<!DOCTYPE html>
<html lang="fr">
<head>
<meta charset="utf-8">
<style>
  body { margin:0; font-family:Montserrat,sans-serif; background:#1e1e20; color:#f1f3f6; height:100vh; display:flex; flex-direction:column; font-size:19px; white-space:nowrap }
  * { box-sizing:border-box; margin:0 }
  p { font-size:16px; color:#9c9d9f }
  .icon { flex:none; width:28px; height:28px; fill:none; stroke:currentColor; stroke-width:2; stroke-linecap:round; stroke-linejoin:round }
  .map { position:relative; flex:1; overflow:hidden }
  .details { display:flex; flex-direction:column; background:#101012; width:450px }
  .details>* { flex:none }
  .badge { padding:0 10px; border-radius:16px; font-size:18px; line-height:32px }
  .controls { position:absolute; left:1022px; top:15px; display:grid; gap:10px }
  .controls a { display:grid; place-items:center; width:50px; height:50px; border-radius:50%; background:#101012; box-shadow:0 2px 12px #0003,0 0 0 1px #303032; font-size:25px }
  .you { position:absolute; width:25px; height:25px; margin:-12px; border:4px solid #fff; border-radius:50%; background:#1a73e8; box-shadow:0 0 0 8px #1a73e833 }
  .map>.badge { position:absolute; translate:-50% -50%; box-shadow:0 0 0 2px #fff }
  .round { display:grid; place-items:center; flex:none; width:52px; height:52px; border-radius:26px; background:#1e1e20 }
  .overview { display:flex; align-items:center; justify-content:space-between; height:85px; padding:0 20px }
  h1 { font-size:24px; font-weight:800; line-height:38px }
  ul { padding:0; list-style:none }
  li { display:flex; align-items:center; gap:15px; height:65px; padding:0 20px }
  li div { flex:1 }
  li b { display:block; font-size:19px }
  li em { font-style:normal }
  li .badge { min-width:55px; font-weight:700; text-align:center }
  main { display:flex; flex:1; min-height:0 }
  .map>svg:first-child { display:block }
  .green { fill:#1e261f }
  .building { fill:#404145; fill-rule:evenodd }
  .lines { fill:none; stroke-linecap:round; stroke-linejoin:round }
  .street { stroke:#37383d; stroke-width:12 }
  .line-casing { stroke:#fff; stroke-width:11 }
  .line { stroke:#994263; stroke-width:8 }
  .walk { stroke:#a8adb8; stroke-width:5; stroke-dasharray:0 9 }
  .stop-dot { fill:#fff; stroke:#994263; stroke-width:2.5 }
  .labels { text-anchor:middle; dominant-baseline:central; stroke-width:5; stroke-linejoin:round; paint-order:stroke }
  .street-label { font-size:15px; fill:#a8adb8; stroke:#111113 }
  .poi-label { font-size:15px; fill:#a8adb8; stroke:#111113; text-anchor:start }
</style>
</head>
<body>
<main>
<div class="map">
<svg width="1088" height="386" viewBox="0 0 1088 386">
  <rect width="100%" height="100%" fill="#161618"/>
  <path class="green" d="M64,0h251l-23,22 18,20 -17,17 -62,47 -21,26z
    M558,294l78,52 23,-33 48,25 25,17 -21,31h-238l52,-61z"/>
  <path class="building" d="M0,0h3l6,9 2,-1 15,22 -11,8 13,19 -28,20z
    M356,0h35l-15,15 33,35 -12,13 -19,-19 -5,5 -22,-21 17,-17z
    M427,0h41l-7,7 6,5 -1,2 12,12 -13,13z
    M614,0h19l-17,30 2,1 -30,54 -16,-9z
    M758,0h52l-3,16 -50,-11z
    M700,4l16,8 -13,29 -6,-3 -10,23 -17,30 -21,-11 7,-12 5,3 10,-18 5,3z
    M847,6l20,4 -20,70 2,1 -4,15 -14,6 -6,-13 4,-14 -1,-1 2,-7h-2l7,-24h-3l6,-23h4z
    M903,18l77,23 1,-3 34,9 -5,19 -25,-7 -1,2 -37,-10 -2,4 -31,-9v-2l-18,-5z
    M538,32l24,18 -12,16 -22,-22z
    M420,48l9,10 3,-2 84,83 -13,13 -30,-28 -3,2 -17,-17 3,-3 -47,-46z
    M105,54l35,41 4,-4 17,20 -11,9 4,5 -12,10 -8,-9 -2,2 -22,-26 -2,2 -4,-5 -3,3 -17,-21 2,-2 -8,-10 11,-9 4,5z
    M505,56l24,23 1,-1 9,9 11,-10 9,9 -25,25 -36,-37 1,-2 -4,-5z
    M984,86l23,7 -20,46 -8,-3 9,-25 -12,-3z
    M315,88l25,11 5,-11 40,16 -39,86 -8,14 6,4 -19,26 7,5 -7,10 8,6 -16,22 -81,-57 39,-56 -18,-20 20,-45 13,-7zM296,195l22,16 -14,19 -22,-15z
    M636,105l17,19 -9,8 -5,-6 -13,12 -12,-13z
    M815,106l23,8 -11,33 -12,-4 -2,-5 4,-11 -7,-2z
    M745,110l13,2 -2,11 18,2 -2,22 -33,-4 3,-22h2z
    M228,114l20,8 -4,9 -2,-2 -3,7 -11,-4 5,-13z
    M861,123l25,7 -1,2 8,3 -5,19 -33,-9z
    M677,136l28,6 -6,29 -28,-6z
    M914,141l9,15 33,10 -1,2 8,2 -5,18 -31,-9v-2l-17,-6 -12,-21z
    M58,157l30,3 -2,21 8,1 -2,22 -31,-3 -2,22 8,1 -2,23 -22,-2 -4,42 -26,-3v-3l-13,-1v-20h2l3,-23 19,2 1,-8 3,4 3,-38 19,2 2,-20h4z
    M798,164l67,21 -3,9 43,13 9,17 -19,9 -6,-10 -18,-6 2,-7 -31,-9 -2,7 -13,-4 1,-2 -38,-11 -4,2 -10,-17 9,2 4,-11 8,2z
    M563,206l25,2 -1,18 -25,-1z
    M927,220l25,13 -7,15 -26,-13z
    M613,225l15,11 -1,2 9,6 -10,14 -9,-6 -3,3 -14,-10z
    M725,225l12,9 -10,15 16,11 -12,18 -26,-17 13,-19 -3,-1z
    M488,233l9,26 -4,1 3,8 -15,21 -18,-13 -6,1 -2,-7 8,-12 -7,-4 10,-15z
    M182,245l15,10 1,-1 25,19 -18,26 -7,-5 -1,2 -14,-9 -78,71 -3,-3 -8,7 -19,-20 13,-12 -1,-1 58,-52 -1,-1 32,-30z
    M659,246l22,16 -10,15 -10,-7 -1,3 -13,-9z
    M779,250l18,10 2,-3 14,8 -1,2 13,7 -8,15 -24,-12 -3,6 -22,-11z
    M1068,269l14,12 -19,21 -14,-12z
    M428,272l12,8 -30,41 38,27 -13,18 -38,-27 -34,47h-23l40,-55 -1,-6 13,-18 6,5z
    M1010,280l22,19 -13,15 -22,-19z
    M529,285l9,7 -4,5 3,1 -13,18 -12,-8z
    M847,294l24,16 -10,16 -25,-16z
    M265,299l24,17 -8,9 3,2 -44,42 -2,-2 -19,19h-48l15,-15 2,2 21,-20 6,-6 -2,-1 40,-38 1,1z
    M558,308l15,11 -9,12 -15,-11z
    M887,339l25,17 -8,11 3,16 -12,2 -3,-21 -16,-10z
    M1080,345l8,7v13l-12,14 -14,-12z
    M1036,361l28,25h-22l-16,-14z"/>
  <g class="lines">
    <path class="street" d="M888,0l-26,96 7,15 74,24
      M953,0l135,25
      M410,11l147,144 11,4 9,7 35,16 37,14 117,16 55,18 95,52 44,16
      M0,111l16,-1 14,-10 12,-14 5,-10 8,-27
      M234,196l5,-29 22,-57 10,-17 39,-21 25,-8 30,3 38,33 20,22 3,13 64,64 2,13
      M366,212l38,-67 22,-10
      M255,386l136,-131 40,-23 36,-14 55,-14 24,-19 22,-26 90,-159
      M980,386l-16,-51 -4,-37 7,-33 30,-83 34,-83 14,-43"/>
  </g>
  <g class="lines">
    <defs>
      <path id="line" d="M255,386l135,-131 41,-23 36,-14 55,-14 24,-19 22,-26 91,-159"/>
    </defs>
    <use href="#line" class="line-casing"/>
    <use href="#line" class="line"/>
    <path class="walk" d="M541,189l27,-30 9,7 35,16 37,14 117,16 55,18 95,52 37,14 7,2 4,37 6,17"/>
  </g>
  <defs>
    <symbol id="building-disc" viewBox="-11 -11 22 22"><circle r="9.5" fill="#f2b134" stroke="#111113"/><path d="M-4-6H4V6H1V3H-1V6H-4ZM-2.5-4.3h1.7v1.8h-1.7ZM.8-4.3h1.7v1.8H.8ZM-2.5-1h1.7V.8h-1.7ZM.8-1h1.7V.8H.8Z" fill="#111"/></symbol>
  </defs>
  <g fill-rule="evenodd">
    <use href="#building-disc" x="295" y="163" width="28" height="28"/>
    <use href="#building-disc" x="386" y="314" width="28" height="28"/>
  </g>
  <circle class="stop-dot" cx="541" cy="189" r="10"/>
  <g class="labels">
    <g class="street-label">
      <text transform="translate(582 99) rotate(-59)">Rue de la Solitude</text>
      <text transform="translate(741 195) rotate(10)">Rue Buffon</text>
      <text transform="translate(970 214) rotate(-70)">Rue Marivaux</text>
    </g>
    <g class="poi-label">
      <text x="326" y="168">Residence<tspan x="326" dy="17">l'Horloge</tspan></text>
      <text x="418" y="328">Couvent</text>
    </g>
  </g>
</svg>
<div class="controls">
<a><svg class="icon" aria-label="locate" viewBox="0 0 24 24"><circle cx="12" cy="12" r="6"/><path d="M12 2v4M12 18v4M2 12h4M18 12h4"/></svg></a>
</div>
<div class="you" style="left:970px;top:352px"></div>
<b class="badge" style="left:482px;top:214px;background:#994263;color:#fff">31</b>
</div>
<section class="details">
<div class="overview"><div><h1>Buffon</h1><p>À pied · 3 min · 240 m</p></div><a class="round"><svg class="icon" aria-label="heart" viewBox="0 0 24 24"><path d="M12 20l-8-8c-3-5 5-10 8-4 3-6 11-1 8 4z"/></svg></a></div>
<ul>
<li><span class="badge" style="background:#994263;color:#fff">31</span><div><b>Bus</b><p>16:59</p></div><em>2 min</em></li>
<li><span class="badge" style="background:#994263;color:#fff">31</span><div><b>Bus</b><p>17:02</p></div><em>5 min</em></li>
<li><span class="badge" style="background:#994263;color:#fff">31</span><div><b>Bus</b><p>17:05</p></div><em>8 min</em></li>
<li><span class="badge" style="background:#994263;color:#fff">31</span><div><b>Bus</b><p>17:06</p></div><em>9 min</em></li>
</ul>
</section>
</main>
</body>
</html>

****

Search the records above for the string "controls". Copy every line that contains it.

§ **Solution to this problem**:
  .controls { position:absolute; left:1022px; top:15px; display:grid; gap:10px }
  .controls a { display:grid; place-items:center; width:50px; height:50px; border-radius:50%; background:#101012; box-shadow:0 2px 12px #0003,0 0 0 1px #303032; font-size:25px }
<div class="controls">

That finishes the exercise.